Polycystic ovary syndrome (PCOS) is a complex hormonal and metabolic disorder affecting women of reproductive age. The major features of PCOS are abnormal menstrual cycles, anovulation, infertility, acne, hirsutism, obesity, hyperlipidemia, and cardiovascular disorders (as part of the metabolic syndrome) [1-3]. Although the prevalence is 5%-7%, the etiology of the condition is not yet understood [4]. Hyperandrogenism is considered a critical aspect of this syndrome. Hyperplasia of the theca-interstitial (T-I) compartment in the ovary and the associated overexpression of many enzymes involved in steroidogenesis can result in an increased production of ovarian androgens [5-7]. PCOS may also be caused by increased levels of both fasting insulin as well as the relative ratio of the gonadotropin luteinizing hormone (LH) and follicle-stimulating hormone (FSH) [8]. Recently, evidence supported the theory that chronic low-grade inflammation plays an etiological role in the pathogenesis of PCOS. Many PCOS studies reported a strong association between inflammation and hyperandrogenism [9,10].
Efficient management for patients with PCOS is still controversial. Current treatments involve antiandrogens for androgen-related indications, including acne and hirsutism, clomiphene to induce ovulation, combined oral contraceptive pills (OCP) for both menstrual dysfunction and hyperandrogenism, and metformin as an insulin-sensitizing agent that may reduce the secretion of ovarian androgen [8]. Antiandrogens, such as flutamide and spironolactone, are well tolerated and have significant effects on hirsutism, but they may cause loss of libido, breast tenderness, irregular menstrual cycle, and the risk of changing a male fetus to a female. In pregnancy, there are many other adverse effects related to each drug in this category [11,12]. Clomiphene is considered one of the first options for managing anovulation; however, about 30% of the patients do not respond.
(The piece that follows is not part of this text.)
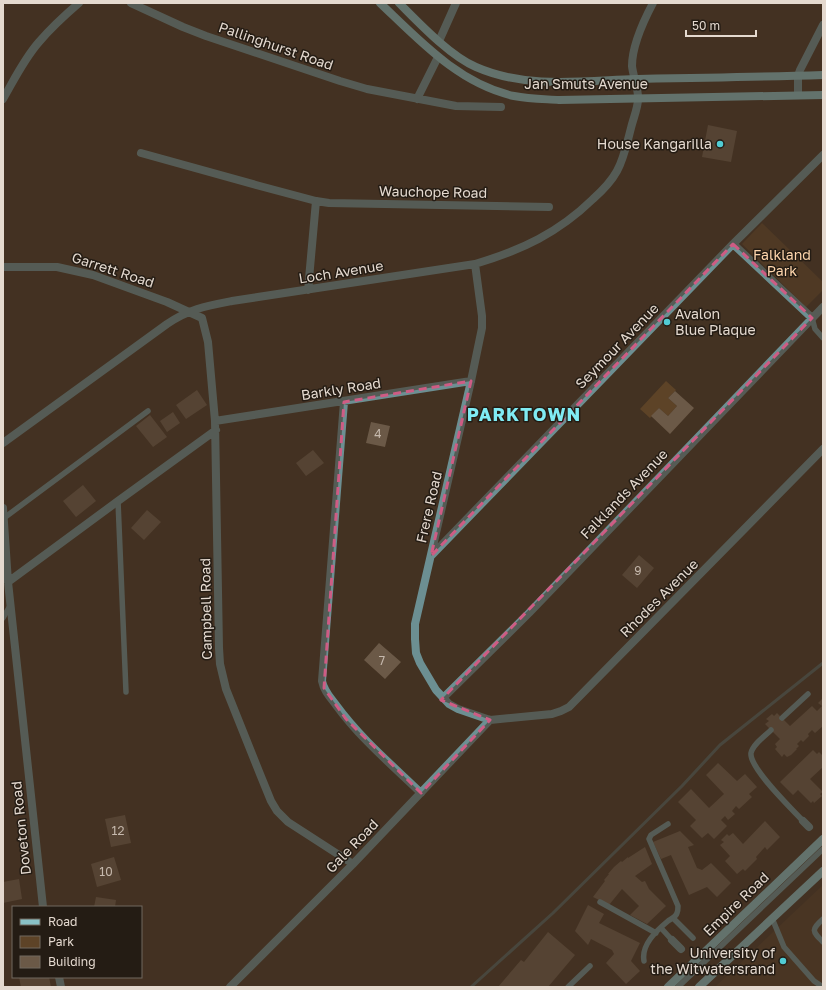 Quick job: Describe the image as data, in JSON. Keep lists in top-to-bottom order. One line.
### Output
{"streets":{"main road":["Jan Smuts Avenue","Empire Road"],"street":["Pallinghurst Road","Wauchope Road","Garrett Road","Loch Avenue","Seymour Avenue","Barkly Road","Falklands Avenue","Frere Road","Rhodes Avenue","Campbell Road","Doveton Road","Gale Road"]},"crossings":[["Jan Smuts Avenue","Loch Avenue"],["Garrett Road","Loch Avenue"],["Garrett Road","Campbell Road"],["Loch Avenue","Frere Road"],["Loch Avenue","Campbell Road"],["Seymour Avenue","Frere Road"],["Barkly Road","Frere Road"],["Barkly Road","Campbell Road"],["Falklands Avenue","Frere Road"],["Frere Road","Rhodes Avenue"],["Frere Road","Gale Road"],["Rhodes Avenue","Gale Road"],["Campbell Road","Gale Road"]],"districts":["PARKTOWN"],"parks":["Falkland Park"],"places":["House Kangarilla","Avalon Blue Plaque","University of the Witwatersrand"],"house_numbers":["4","9","7","12","10"],"legend":["Road","Park","Building"],"scale_bar":"50 m"}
In addition, it has particular constraints in patients with advanced age and a body mass index (BMI) >30 kg/m2 [8,13]. OCP induces a negative feedback of LH secretion and ovarian androgen synthesis may decrease. They could inhibit the peripheral conversion of testosterone to dihydrotestosterone (the active form). However, OCPs have several potential side effects, including insulin resistance, glucose tolerance, venous thrombosis, and vascular reactivity [14].
Alternative treatments are urgently required for PCOS patients. Resveratrol (trans-3,5,4’-trihydroxystilbene) is a natural polyphenol supplement found in grapes, nuts, and berries with recognized anti-inflammatory, antioxidant, anti-cancer, and cardioprotective activities [15]. In the last few years, the promising effects of resveratrol treatment for PCOS have been investigated. In vitro studies [16] indicated that exposing rat theca-interstitial cells (T-I) to resveratrol led to reduced androgen production by increasing executioner caspases, decreasing the number of viable cells, and inhibiting deoxyribonucleic acid (DNA) synthesis [17]. Recently, resveratrol administration decreased the level of testosterone in rats with dehydroepiandrosterone (DHEA)-induced PCOS. Banaszewska et al. performed the first clinical trial assessing the effect of resveratrol on PCOS and found a significant decline in ovarian and adrenal androgens [18]. The effect of resveratrol on ovarian steroidogenesis is selective, because it has no impact on the creation of progesterone by the theca cells [19].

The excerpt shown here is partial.